From 054c2a9f169c5547458a4e168855aeb4812b5797 Mon Sep 17 00:00:00 2001
From: ewolinetz <ewolinet@redhat.com>
Date: Fri, 13 Jan 2017 16:25:16 -0600
Subject: Updating upgrade_logging to be more idempotent

---
 roles/openshift_logging/README.md                  |  4 +++-
 roles/openshift_logging/defaults/main.yml          |  2 ++
 roles/openshift_logging/files/es_migration.sh      |  2 --
 roles/openshift_logging/tasks/install_curator.yaml | 10 ++++++----
 roles/openshift_logging/tasks/install_kibana.yaml  |  6 ++++--
 roles/openshift_logging/tasks/start_cluster.yaml   |  4 ++--
 roles/openshift_logging/tasks/upgrade_logging.yaml | 22 +++++++++++++++-------
 7 files changed, 32 insertions(+), 18 deletions(-)

(limited to 'roles/openshift_logging/files')

diff --git a/roles/openshift_logging/README.md b/roles/openshift_logging/README.md
index 9836fc217..2cc2c48ee 100644
--- a/roles/openshift_logging/README.md
+++ b/roles/openshift_logging/README.md
@@ -31,7 +31,7 @@ When both `openshift_logging_install_logging` and `openshift_logging_upgrade_log
 - `openshift_logging_curator_script_log_level`: The script log level for Curator. Defaults to 'INFO'.

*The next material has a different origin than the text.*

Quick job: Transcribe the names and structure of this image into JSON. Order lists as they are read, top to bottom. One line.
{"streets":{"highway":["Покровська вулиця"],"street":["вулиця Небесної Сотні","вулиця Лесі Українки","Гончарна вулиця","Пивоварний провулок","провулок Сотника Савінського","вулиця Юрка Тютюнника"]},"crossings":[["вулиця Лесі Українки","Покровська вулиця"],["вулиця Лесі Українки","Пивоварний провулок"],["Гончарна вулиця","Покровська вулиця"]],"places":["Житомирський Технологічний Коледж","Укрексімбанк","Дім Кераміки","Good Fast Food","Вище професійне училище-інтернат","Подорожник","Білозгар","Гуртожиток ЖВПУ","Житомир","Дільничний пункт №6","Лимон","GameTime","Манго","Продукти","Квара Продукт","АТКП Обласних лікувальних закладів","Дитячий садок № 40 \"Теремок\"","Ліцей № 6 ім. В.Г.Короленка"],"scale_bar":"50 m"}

 - `openshift_logging_curator_log_level`: The log level for the Curator process. Defaults to 'ERROR'.
 - `openshift_logging_curator_cpu_limit`: The amount of CPU to allocate to Curator. Default is '100m'.

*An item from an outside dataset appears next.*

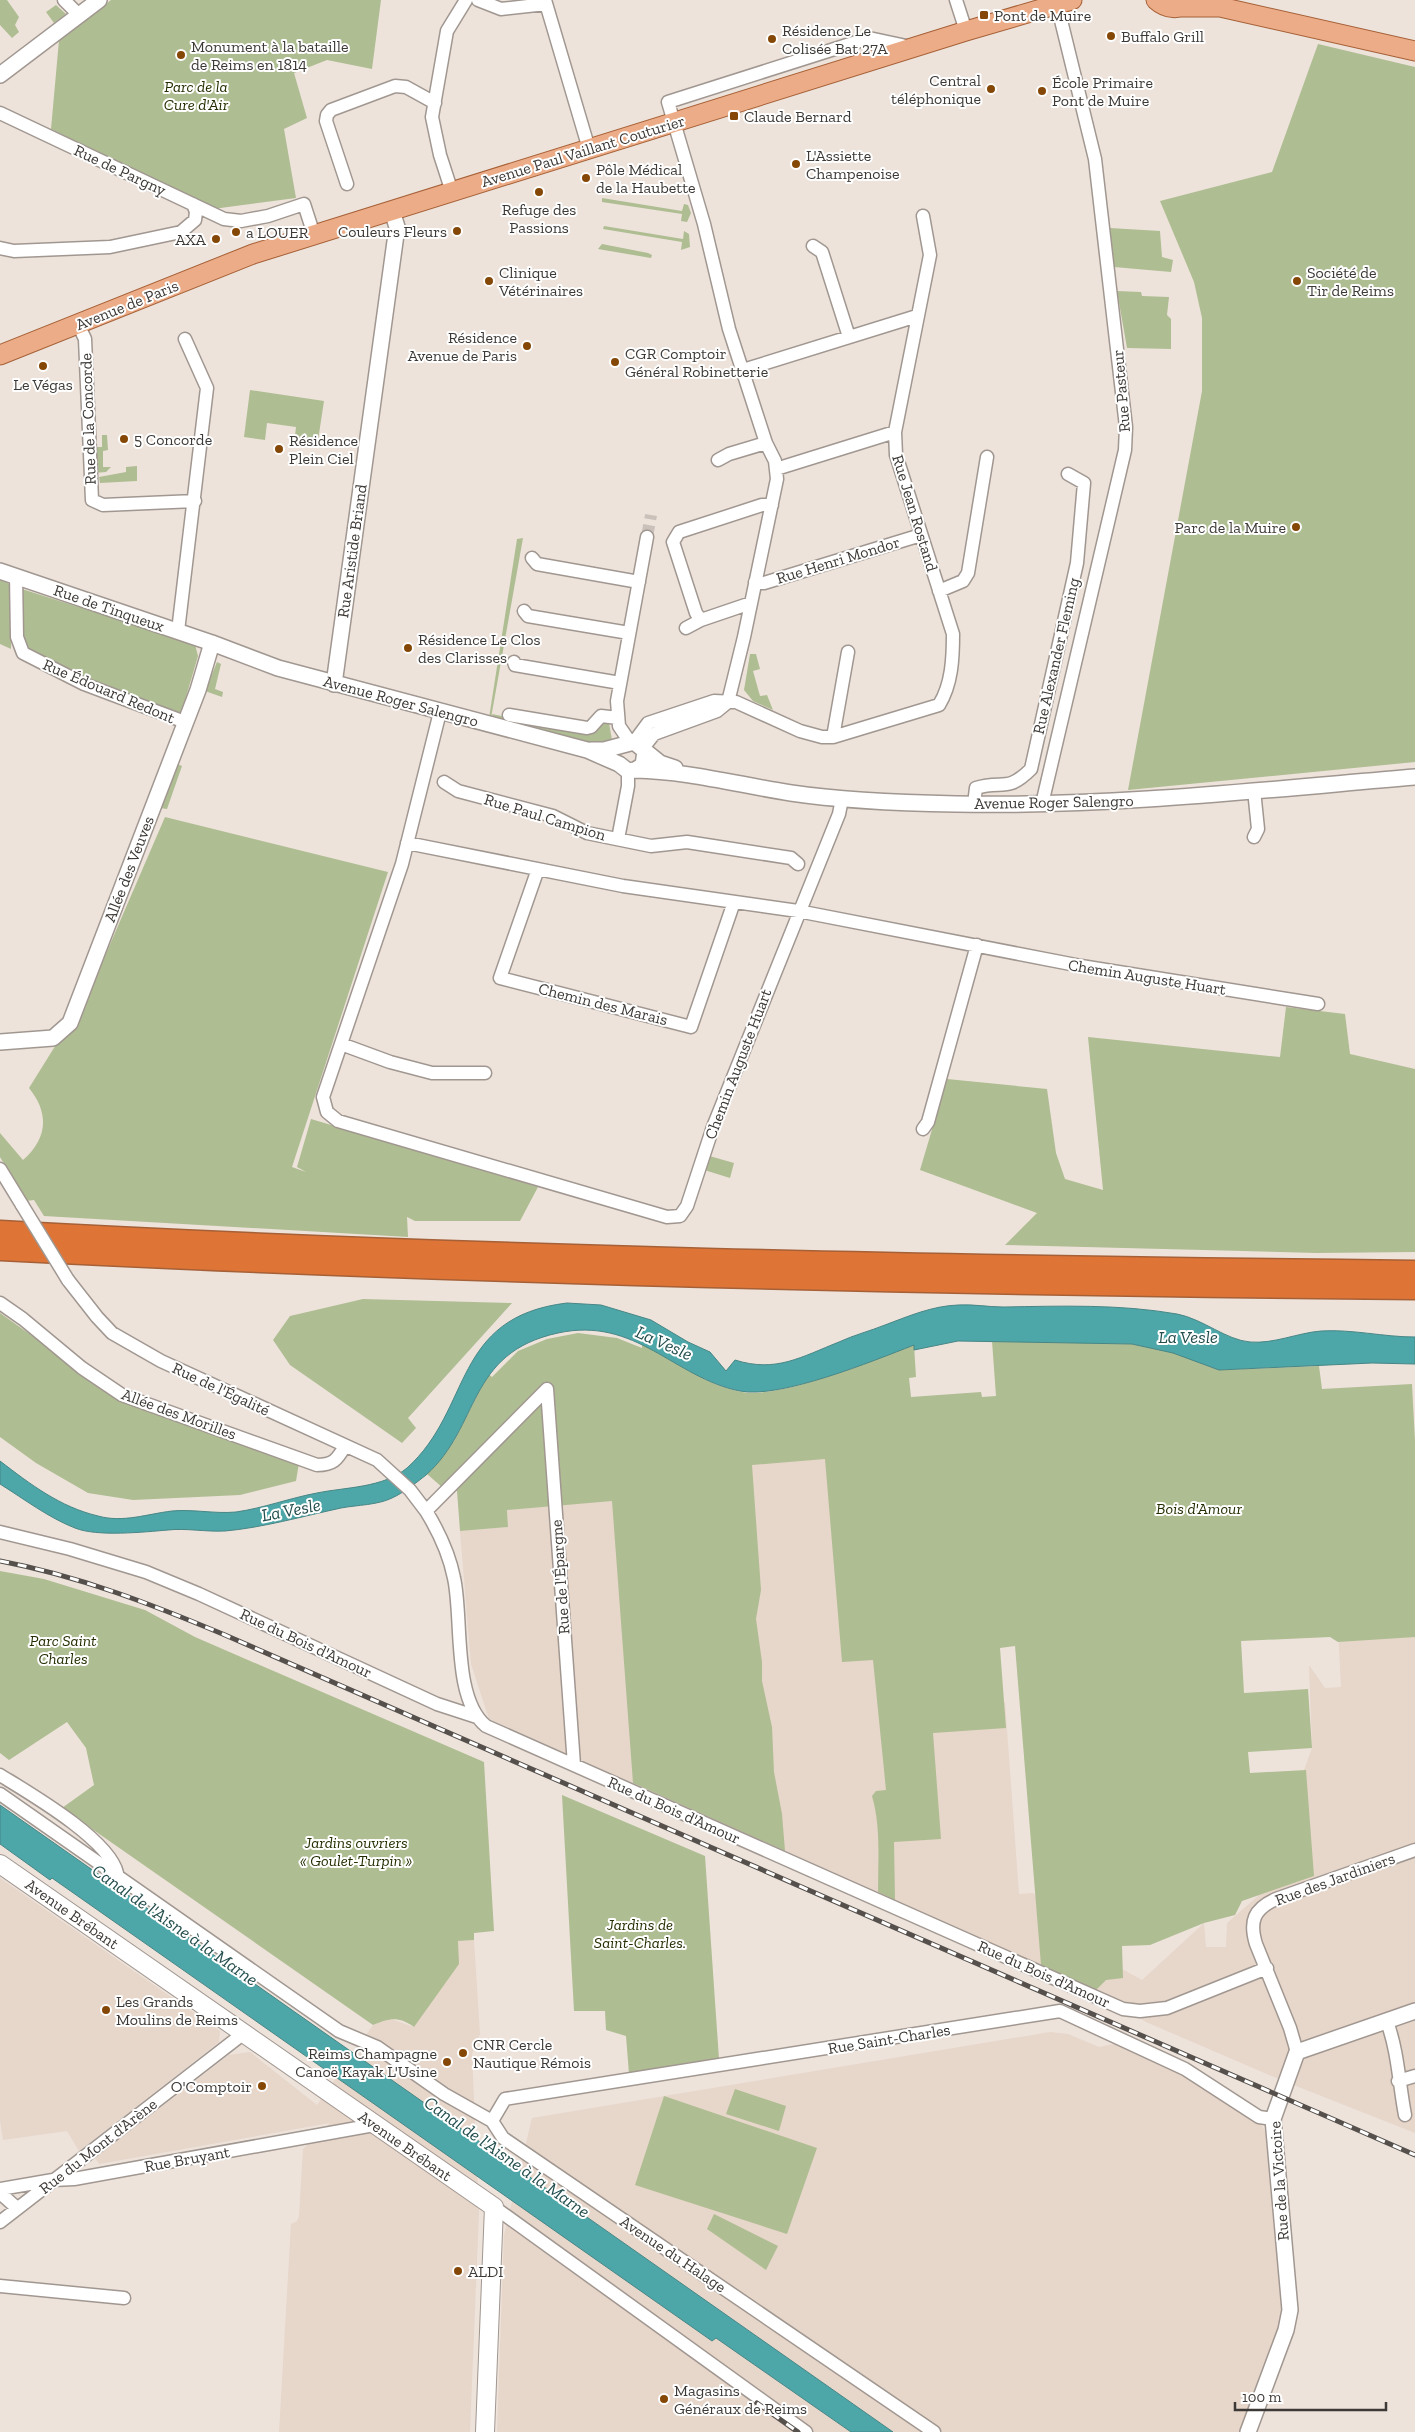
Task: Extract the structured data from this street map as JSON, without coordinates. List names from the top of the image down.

-- `openshift_logging_curator_memory_limit`: The amount of memor to allocate to Curator. Unset if not specified.
+- `openshift_logging_curator_memory_limit`: The amount of memory to allocate to Curator. Unset if not specified.
 
 - `openshift_logging_kibana_hostname`: The Kibana hostname. Defaults to 'kibana.example.com'.
 - `openshift_logging_kibana_cpu_limit`: The amount of CPU to allocate to Kibana or unset if not specified.

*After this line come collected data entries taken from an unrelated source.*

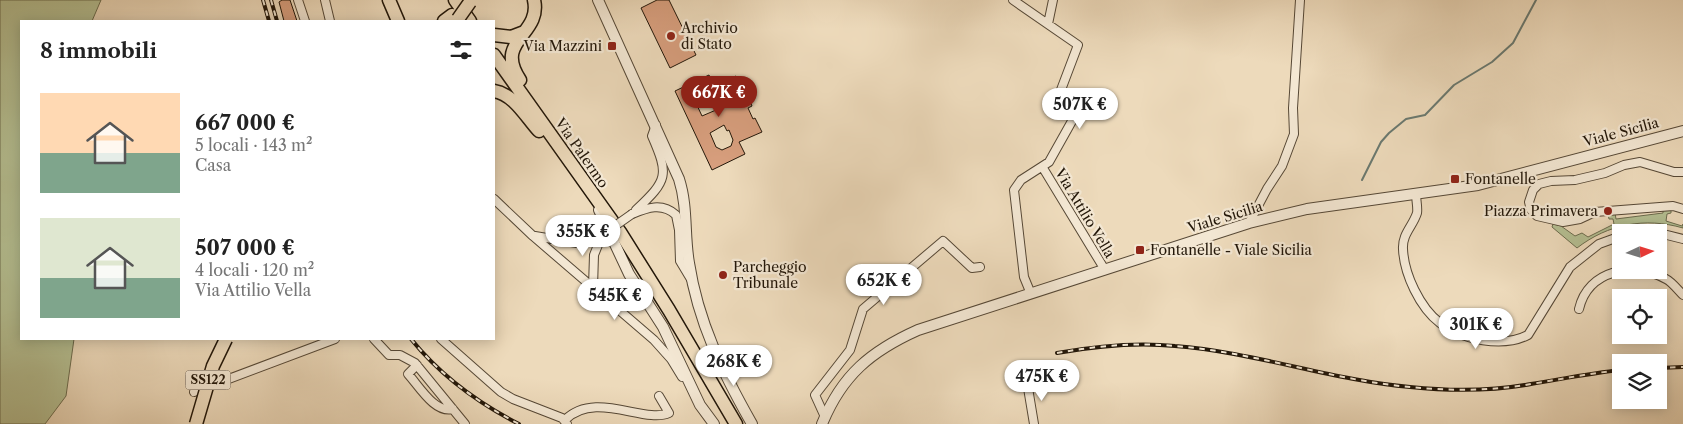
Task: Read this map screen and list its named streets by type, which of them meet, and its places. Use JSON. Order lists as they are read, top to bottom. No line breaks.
{"streets":{"main road":["Via Palermo","SS122"],"street":["Viale Sicilia","Via Attilio Vella"]},"crossings":[["Viale Sicilia","Via Attilio Vella"]],"places":{"other":["Archivio di Stato","Piazza Primavera","Parcheggio Tribunale"],"transit":["Via Mazzini","Fontanelle","Fontanelle - Viale Sicilia"]},"north":"right","page":{"heading":"8 immobili","price":["667K €","507K €","355K €","652K €","545K €","301K €","268K €","475K €"],"list":[{"name":"667 000 €","note":"5 locali · 143 m² · Casa"},{"name":"507 000 €","note":"4 locali · 120 m² · Via Attilio Vella"}]}}
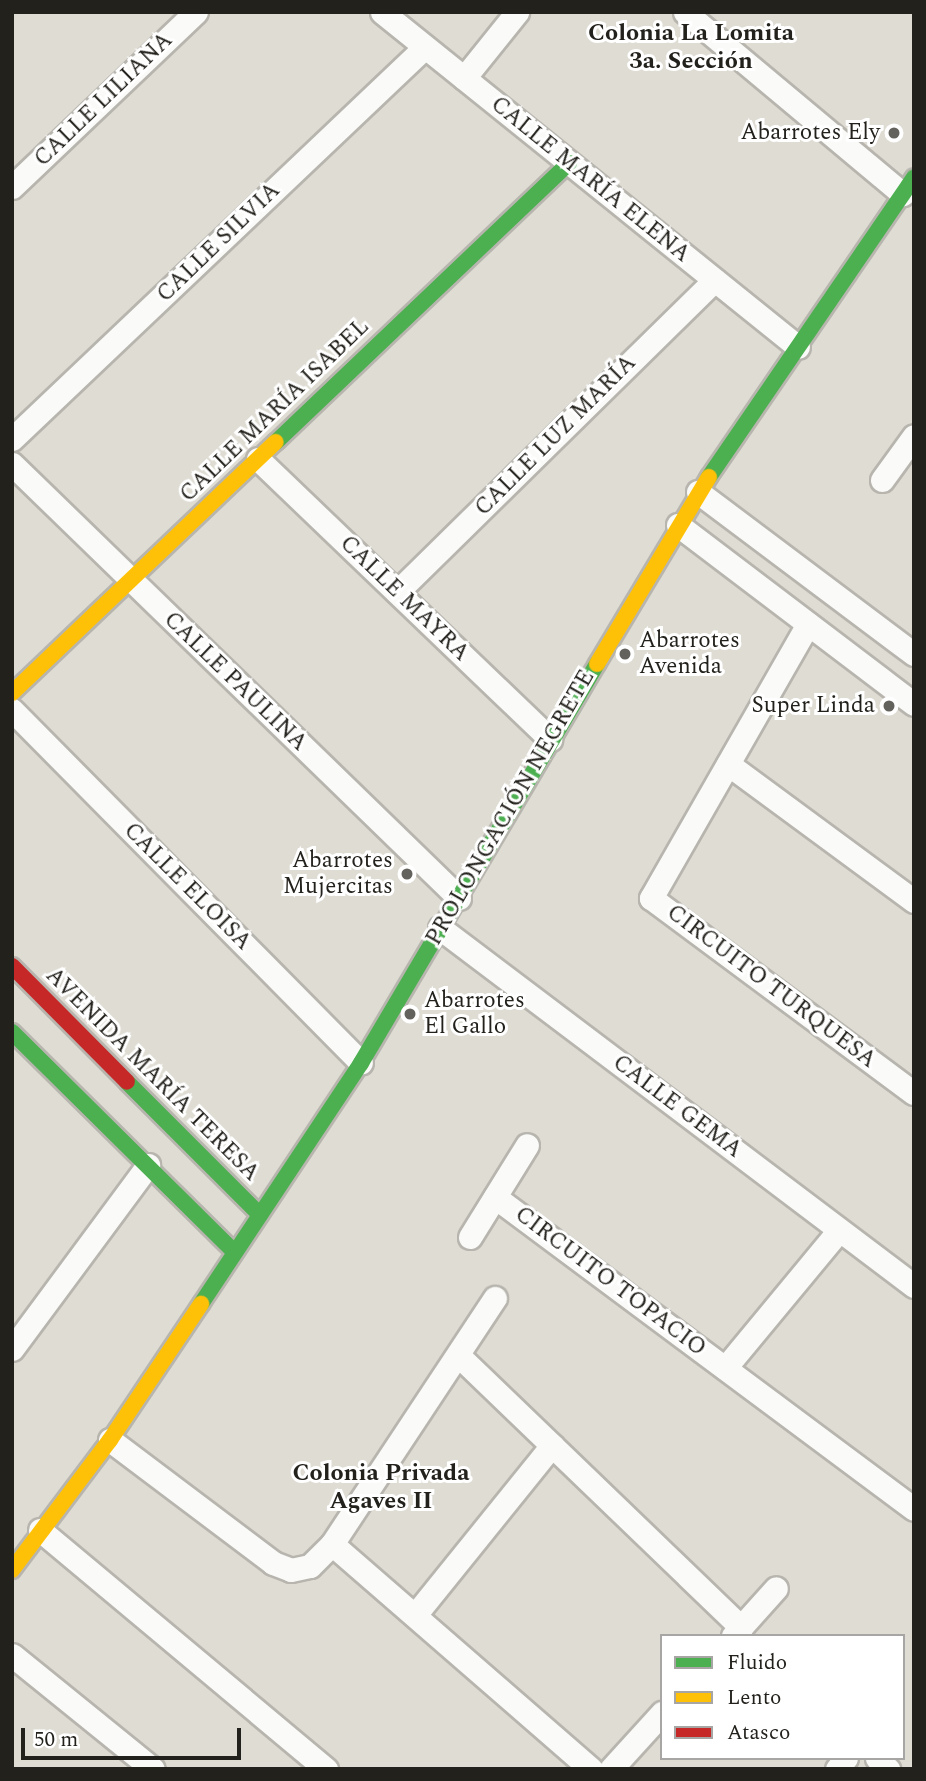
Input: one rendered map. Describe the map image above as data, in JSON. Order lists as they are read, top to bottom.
{
  "streets": {
    "street": [
      "CALLE LILIANA",
      "CALLE MARÍA ELENA",
      "CALLE SILVIA",
      "CALLE MARÍA ISABEL",
      "CALLE LUZ MARÍA",
      "CALLE MAYRA",
      "CALLE PAULINA",
      "PROLONGACIÓN NEGRETE",
      "CALLE ELOISA",
      "CIRCUITO TURQUESA",
      "AVENIDA MARÍA TERESA",
      "CALLE GEMA",
      "CIRCUITO TOPACIO"
    ]
  },
  "crossings": [
    ["CALLE MARÍA ELENA", "CALLE SILVIA"],
    ["CALLE MARÍA ELENA", "CALLE MARÍA ISABEL"],
    ["CALLE MARÍA ELENA", "CALLE LUZ MARÍA"],
    ["CALLE MARÍA ELENA", "PROLONGACIÓN NEGRETE"],
    ["CALLE MARÍA ISABEL", "CALLE MAYRA"],
    ["CALLE MARÍA ISABEL", "CALLE PAULINA"],
    ["CALLE LUZ MARÍA", "CALLE MAYRA"],
    ["CALLE MAYRA", "PROLONGACIÓN NEGRETE"],
    ["CALLE PAULINA", "PROLONGACIÓN NEGRETE"],
    ["PROLONGACIÓN NEGRETE", "CALLE ELOISA"],
    ["PROLONGACIÓN NEGRETE", "AVENIDA MARÍA TERESA"],
    ["PROLONGACIÓN NEGRETE", "CALLE GEMA"],
    ["CALLE GEMA", "CIRCUITO TOPACIO"]
  ],
  "districts": ["Colonia La Lomita 3a. Sección", "Colonia Privada Agaves II"],
  "places": [
    "Abarrotes Ely",
    "Abarrotes Avenida",
    "Super Linda",
    "Abarrotes Mujercitas",
    "Abarrotes El Gallo"
  ],
  "legend": ["Fluido", "Lento", "Atasco"],
  "scale_bar": "50 m"
}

@@ -39,6 +39,7 @@ When both `openshift_logging_install_logging` and `openshift_logging_upgrade_log
 - `openshift_logging_kibana_proxy_debug`: When "True", set the Kibana Proxy log level to DEBUG. Defaults to 'false'.
 - `openshift_logging_kibana_proxy_cpu_limit`: The amount of CPU to allocate to Kibana proxy or unset if not specified.
 - `openshift_logging_kibana_proxy_memory_limit`: The amount of memory to allocate to Kibana proxy or unset if not specified.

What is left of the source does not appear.